Assignment: Transcribe every record exactly, omitting none.

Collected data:
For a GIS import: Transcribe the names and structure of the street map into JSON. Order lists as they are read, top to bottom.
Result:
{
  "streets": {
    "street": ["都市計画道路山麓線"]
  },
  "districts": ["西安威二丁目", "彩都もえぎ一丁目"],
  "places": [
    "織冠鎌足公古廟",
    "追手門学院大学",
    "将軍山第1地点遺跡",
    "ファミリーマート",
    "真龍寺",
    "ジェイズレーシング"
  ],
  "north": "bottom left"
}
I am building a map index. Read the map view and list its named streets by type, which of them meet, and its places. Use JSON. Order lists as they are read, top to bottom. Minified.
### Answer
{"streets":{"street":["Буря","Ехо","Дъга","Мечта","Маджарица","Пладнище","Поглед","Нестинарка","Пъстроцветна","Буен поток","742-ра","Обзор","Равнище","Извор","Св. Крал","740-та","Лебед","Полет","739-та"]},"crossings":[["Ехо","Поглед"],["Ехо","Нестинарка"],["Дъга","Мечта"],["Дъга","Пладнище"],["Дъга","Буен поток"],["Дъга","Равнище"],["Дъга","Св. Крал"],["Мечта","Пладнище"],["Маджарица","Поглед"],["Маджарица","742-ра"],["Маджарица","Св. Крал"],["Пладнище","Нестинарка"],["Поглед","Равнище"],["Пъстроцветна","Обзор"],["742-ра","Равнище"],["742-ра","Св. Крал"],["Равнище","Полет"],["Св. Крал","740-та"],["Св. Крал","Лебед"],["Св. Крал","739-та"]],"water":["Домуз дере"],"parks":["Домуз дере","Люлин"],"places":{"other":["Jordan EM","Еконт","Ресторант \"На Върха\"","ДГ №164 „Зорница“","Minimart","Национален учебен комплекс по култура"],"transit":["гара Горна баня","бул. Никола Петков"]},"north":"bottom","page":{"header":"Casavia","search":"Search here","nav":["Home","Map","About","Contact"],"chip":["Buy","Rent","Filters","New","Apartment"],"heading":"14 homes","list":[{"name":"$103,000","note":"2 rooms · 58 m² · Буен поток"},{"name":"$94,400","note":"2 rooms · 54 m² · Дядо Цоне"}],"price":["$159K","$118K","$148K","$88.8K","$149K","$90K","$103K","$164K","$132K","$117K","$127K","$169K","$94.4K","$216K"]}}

Expected answer:
For a GIS import: Transcribe the names and structure of the street map into JSON. Order lists as they are read, top to bottom.
Result:
{
  "streets": {
    "street": ["都市計画道路山麓線"]
  },
  "districts": ["西安威二丁目", "彩都もえぎ一丁目"],
  "places": [
    "織冠鎌足公古廟",
    "追手門学院大学",
    "将軍山第1地点遺跡",
    "ファミリーマート",
    "真龍寺",
    "ジェイズレーシング"
  ],
  "north": "bottom left"
}
I am building a map index. Read the map view and list its named streets by type, which of them meet, and its places. Use JSON. Order lists as they are read, top to bottom. Minified.
### Answer
{"streets":{"street":["Буря","Ехо","Дъга","Мечта","Маджарица","Пладнище","Поглед","Нестинарка","Пъстроцветна","Буен поток","742-ра","Обзор","Равнище","Извор","Св. Крал","740-та","Лебед","Полет","739-та"]},"crossings":[["Ехо","Поглед"],["Ехо","Нестинарка"],["Дъга","Мечта"],["Дъга","Пладнище"],["Дъга","Буен поток"],["Дъга","Равнище"],["Дъга","Св. Крал"],["Мечта","Пладнище"],["Маджарица","Поглед"],["Маджарица","742-ра"],["Маджарица","Св. Крал"],["Пладнище","Нестинарка"],["Поглед","Равнище"],["Пъстроцветна","Обзор"],["742-ра","Равнище"],["742-ра","Св. Крал"],["Равнище","Полет"],["Св. Крал","740-та"],["Св. Крал","Лебед"],["Св. Крал","739-та"]],"water":["Домуз дере"],"parks":["Домуз дере","Люлин"],"places":{"other":["Jordan EM","Еконт","Ресторант \"На Върха\"","ДГ №164 „Зорница“","Minimart","Национален учебен комплекс по култура"],"transit":["гара Горна баня","бул. Никола Петков"]},"north":"bottom","page":{"header":"Casavia","search":"Search here","nav":["Home","Map","About","Contact"],"chip":["Buy","Rent","Filters","New","Apartment"],"heading":"14 homes","list":[{"name":"$103,000","note":"2 rooms · 58 m² · Буен поток"},{"name":"$94,400","note":"2 rooms · 54 m² · Дядо Цоне"}],"price":["$159K","$118K","$148K","$88.8K","$149K","$90K","$103K","$164K","$132K","$117K","$127K","$169K","$94.4K","$216K"]}}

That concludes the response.